I chose to update Avast a week or so ago. After that my Lenovo laptop running XP would only partly boot. I would get to the screen showing "loading your programs" and then it would freeze. The built in mouse will not work in Safe Mode so am having problems navigating. I selected "go to a restore point" which only took me to the July calendar and that point was after the problem started. I cannot get to the June calendar. At the moment I am showing the Windows desktop but have no way to move about. I would like to uninstall Avast. Is there a way that I can do this myself or do I need to take it to a shop? Any help will be GREATLY appreciated.


----------



## bargrid (May 15, 2012)

See above. I have now, in Safe Mode, gotten to the Change/Remove screen. Don't ask me how. I hit every Function button and every combination of Control and Alt that I could think of but I am there and I couldn't do it again. I have navigated to the Avast listing but cannot get to the Remove button which is tantalizingly close. Had an idea and plugged in an external mouse which let me move the cursor all over the screen but DID nothing. I hate to play the "old lady" card but I am 78 years old and I don't need this frustration. Somebody please tell me what combination of keys will enable the Remove button and free me from this entrapment.


----------



## Byteman (Jan 24, 2002)

ONLY if you have somehow highlighted on the Avast! program's entry in your Add/Remove Programs list, you could try and press the Enter key on keyboard, which is the same as clicking on Uninstall/Remove

However.........Avast is not neccessarily already highlighted so I would hesitate to offer the suggestion.
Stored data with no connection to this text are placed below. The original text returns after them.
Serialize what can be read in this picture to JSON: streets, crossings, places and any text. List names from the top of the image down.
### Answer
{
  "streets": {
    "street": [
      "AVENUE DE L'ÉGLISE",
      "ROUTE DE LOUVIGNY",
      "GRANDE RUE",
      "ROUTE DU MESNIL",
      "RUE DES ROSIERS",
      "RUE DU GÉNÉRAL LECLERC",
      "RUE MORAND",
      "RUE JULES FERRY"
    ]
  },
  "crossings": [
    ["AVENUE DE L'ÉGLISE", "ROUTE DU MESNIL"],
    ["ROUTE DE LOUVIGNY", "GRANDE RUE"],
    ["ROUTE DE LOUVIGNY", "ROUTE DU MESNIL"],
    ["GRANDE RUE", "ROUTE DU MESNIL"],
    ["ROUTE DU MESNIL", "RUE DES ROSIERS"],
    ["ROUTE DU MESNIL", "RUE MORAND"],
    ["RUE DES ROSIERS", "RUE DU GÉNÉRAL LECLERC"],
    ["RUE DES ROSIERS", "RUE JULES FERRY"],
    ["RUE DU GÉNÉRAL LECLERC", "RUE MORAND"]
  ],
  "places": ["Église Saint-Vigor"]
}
What version of Windows are you using?????

Here is a better way>>> *http://www.avast.com/uninstall-utility*

Save Aswclear.exe to your desktop

If you can click on that file (double click) it will run...just keep pressing Enter.....hope!


----------



## bastian (Jul 1, 2012)

Blues is correct, aviras virus program is one of the best. It's good to just remove the problems that might be causing the problems and if that doesnt get the job done, then use the anti virus software. I don't work for Avira, I've just used them in the past


----------



## bargrid (May 15, 2012)

Thank you. I appreciate your response. I am running XP on a Lenovo laptop. The Avast listing in Change/Remove is wide and colored but evidently not high-lighted as pressing Enter did nothing. I went to the site you suggested but I can't download anything. Not having the use of a mouse thwarts everything I try to do.


----------



## Byteman (Jan 24, 2002)

Try the TAB key, you should see the highligted objects as you slowly press TAB.,.......then press ENTER key when something is highlighted.......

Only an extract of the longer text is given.